Two Fat Guys bring their grill to Wilmington’s Union Street. Plus, Abbott's Grill opens in Milford, and Frankie's brings Rat Pack flair to Dover Downs Hotel and Casino.
by Matt Amis Published March 16, 2010 at 09:43 AM
(page 2 of 3)
Welcome to Milford
The town that produced seven state governors and famed underground cartoonist Robert Crumb may not register high on the fine dining meter, but this winter, Milford’s dining scene received a shot in the arm from a crew of experienced foodies.
Abbott’s Grill (249 N.E. Front St., Milford, 491-6736) is the handiwork of Kevin Reading, the co-owner and executive chef of Rehoboth Beach’s acclaimed Nage. His team includes Nage co-owner Josh Grapski and former Bonz chef Ryan Cunningham, himself a former chef at Nage.
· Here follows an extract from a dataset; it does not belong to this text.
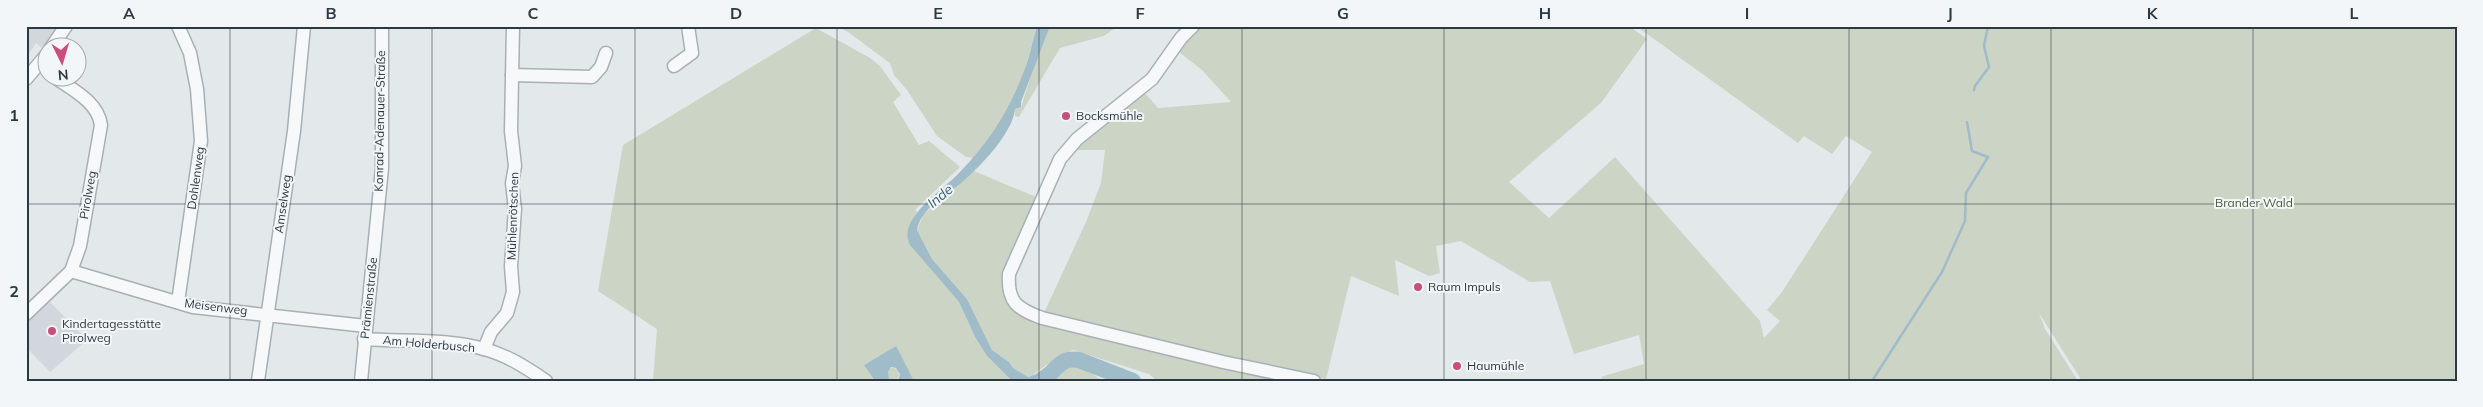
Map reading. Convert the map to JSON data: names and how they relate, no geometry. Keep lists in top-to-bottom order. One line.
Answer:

Making up the menu are down-home Southern dishes, but with a few uptown twists. Think flat iron steak with chimichurri sauce and chicken and dumplings made with gnocchi.
“We stuck to a lot of familiarity, but with our own twists,” Cunningham says, pointing to dishes like Cajun meatloaf, lobster pot pie and beer-braised mussels. “It’s not diner food, it’s not too sophisticated, but hopefully somewhere in between.”
A little good humor also plays a role in Abbott’s Grill. Witness the whopping Kill-it Skillet—a Sunday brunch item consisting of macaroni and cheese, chorizo sausage, bacon, fried potatoes and a fried egg. Or try the Holy Cow—a roast beef sandwich with Swiss cheese (get it—holey?). The accompanying bar, with its nightly drink specials and 17 TVs, is known as Bald Jason’s Pub—named after a follicle-challenged friend. “We’re trying to make the place fun, a place people around here can call home,” Cunningham says.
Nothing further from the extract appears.